Vivemos sempre sem tempo para nada, assoberbados de tarefas, de responsabilidades, na iminência de que algo vai acontecer. E é esse paralelo com a nossa realidade que é transposto para esta história, tornando-se impossível não nos identificarmos minimamente com o personagem, mesmo que estejamos a falar de uma história que no seu núcleo tem algo de sobrenatural. 


E porquê? Porque os autores vão além disso, além do básico “poder” de super-herói, e utilizam essa ferramenta extra para explorarem e apresentarem uma análise que agrada ao mainstream sobre o quanto vivemos presos no conceito de tempo. 


É tudo trabalhado com a subtileza necessária para conquistar as massas, mas com a criatividade aguçada para que não se perca a grande mensagem que está assinalada nas entrelinhas dos diálogos.

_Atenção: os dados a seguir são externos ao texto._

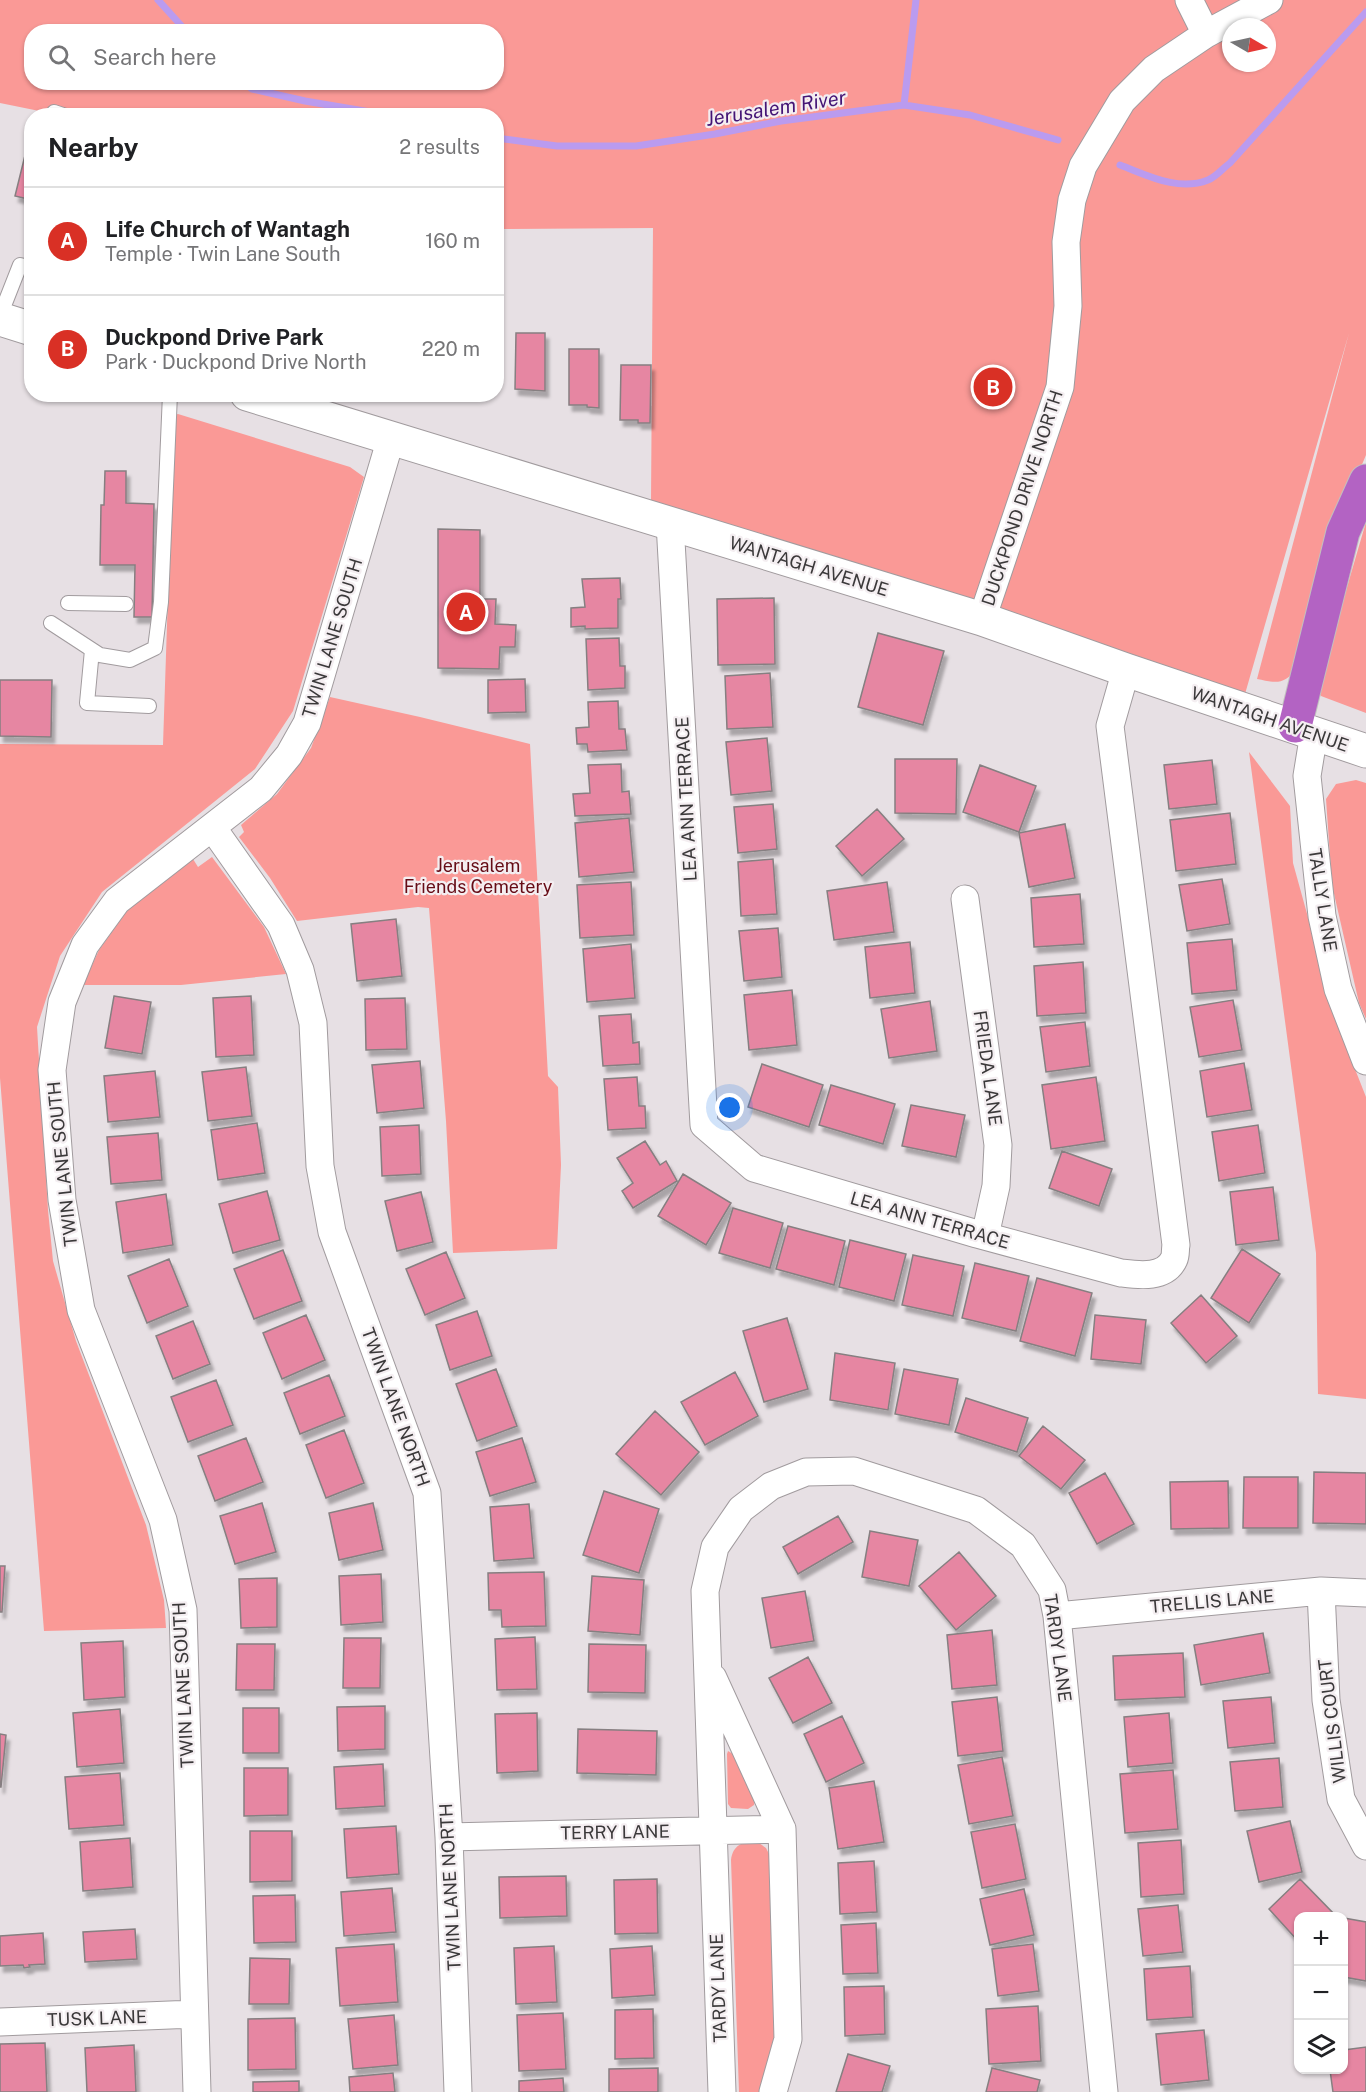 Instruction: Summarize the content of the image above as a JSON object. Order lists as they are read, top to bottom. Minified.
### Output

Rose Leslie assume o outro lado da moeda. E depois de a termos visto desenvolver uma química cativante com Kit Harington em Game of Thrones, que inclusive passou a barreira da ficção, ela calou as vozes críticas que achavam que tinha sido um golpe de sorte. Não foi caso único e em The Time Traveler’s Wife ela comprova que é perfeita para contar histórias de amor. A conexão entre ela e Theo James eleva a história e ajuda a que percebamos e nos apaixonemos ainda mais por este relacionamento peculiar. 

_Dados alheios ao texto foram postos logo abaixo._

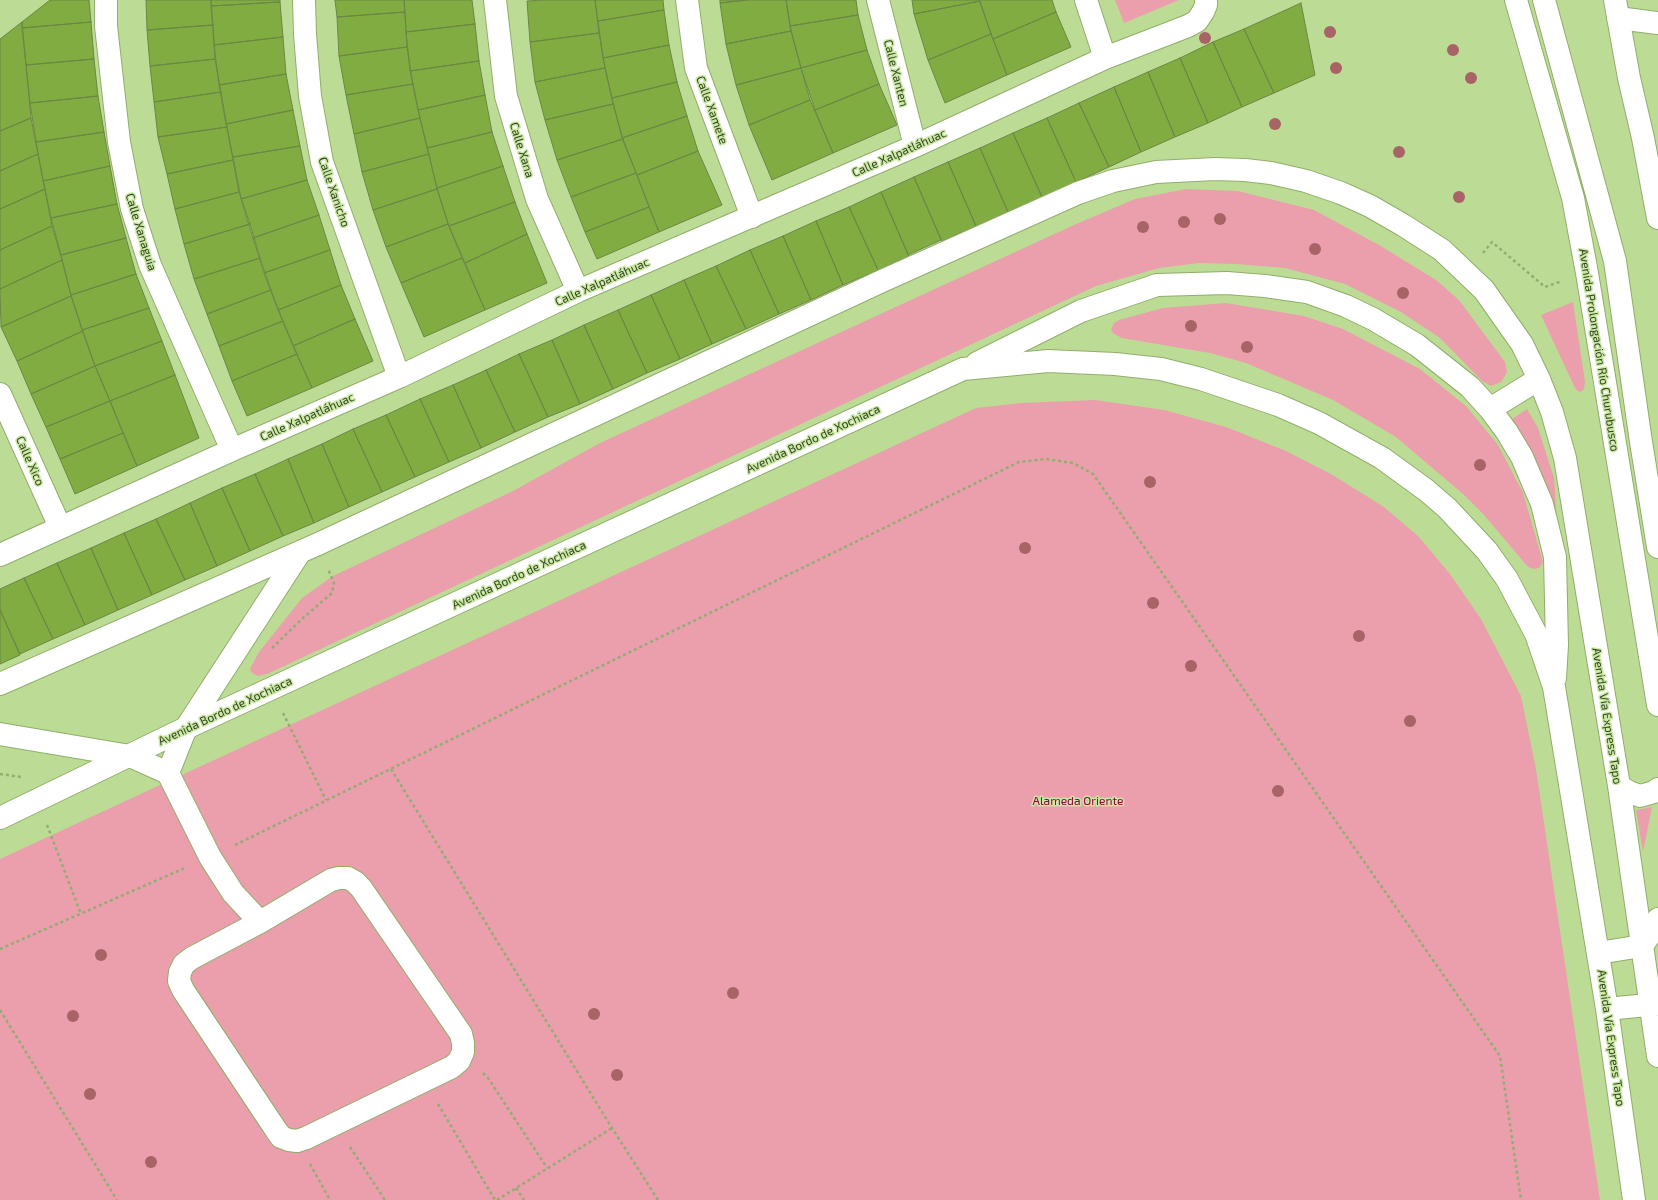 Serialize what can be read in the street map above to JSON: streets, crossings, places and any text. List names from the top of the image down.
{
  "streets": {
    "main road": [
      "Calle Xanten",
      "Calle Xamete",
      "Calle Xana",
      "Calle Xalpatláhuac",
      "Calle Xanicho",
      "Calle Xanaguia",
      "Avenida Prolongación Río Churubusco",
      "Avenida Bordo de Xochiaca",
      "Calle Xico",
      "Avenida Vía Express Tapo"
    ]
  },
  "crossings": [
    ["Calle Xanten", "Calle Xalpatláhuac"],
    ["Calle Xamete", "Calle Xalpatláhuac"],
    ["Calle Xana", "Calle Xalpatláhuac"],
    ["Calle Xalpatláhuac", "Calle Xanicho"],
    ["Calle Xalpatláhuac", "Calle Xanaguia"],
    ["Calle Xalpatláhuac", "Calle Xico"],
    ["Avenida Bordo de Xochiaca", "Avenida Vía Express Tapo"]
  ],
  "parks": ["Alameda Oriente"]
}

Clare é uma personagem difícil, porque ela não é o protótipo de heroína romântica, donzela indefesa. Não, ela tem personalidade e parte ativa naquele relacionamento. Por mais que ela se sinta quase predestinada a ficar o resto da vida com Henry, é um facto, que ela própria coloca isso em causa várias vezes. 


Ela está enredada na condição de Henry tanto ou mais que ele, mas ao passo que Henry acaba por ter mais vislumbres do que é futuro (ou pelo menos algum flash de esperança), para Clare tudo aquilo se resume a dados contactos por Henry, ela tem nenhum dado que comprove o que é o futuro, sem ser o seu amor exacerbado pela versão de Henry que ela conheceu quando era bem criança. 

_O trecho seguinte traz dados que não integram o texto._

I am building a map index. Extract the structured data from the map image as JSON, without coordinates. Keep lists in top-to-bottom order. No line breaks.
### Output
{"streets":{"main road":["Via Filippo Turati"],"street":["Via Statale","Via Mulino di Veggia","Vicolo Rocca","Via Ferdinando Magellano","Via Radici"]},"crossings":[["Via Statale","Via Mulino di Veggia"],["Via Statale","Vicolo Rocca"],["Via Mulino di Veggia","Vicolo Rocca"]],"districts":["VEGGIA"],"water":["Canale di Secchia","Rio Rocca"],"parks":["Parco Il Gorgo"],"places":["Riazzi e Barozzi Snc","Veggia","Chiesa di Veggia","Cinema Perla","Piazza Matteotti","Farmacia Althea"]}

E essa conexão afetiva é tão grande e tão inquebrável, apesar dela, muitas vezes, reagir como se tivesse livre-arbítrio, que ela não chega nunca a colocar em causa que Henry pode, ao fim ao cabo, ser um manipulador que fez as ligações necessárias para que eles chegassem naquele ponto. 


É um dado que a série deveria ter explorado mais? Até pode ser, mas estamos tão mergulhados no amor dos dois, que esse questionamento acaba por ser algo secundário, que só nos salta à memória depois de pensarmos mais sobre a série em si, mas a essa altura já o objetivo principal da série está cumprido: Entreter-nos e envolver-nos.


Destino e livre-arbítrio, The Time Traveler’s Wife é uma obra que faz convergir o romantismo e a filosofia, recheada de contexto e com um universo que se estabelece de uma forma bem coesa e percetível, e diga-se que não é, de todo, tarefa fácil. 


Chegamos a ter versões de Henry de quatro ou mais idades diferentes no ecrã, e tudo isso acontece sem perdermos o fio à meada, sem uma confusão de linhas temporais que rivalizasse com a primeira temporada de The Witcher


É uma forma diferente de contar uma história de amor, utilizando os clichês básicos que já sabemos que funcionam, mas que são necessários porque afinal estamos a falar de romance, e sabemos que o romantismo é todo ele feito de clichês ridículos mas que mesmo sendo clichês são absurdamente verídicos e fofos. 


Há margem para que esta história se estenda, e por mais que o final seja bastante digno e ofereça um encerramento que realmente coloca os personagens com algo mais do que tinham no arranque da série. 


Deixou-nos com vontade de vermos mais, de sabermos se o sonho de Clare se concretiza e de percebermos como seria a vida de alguém que herdasse a condição de Henry, teria alguma mutação que o ajudasse a que tudo fosse mais tranquilo? Ou nem tão pouco é uma condição hereditária? Ficaram questões secundárias para responder numa possível segunda temporada, mas caso tudo se encerre por aqui, The Time Traveler’s Wife continua a ser o nosso maior conselho para se ver numa sessão de séries com o vosso par romântico, porque garantimos que consegue agradar a vários públicos sem perder a beleza.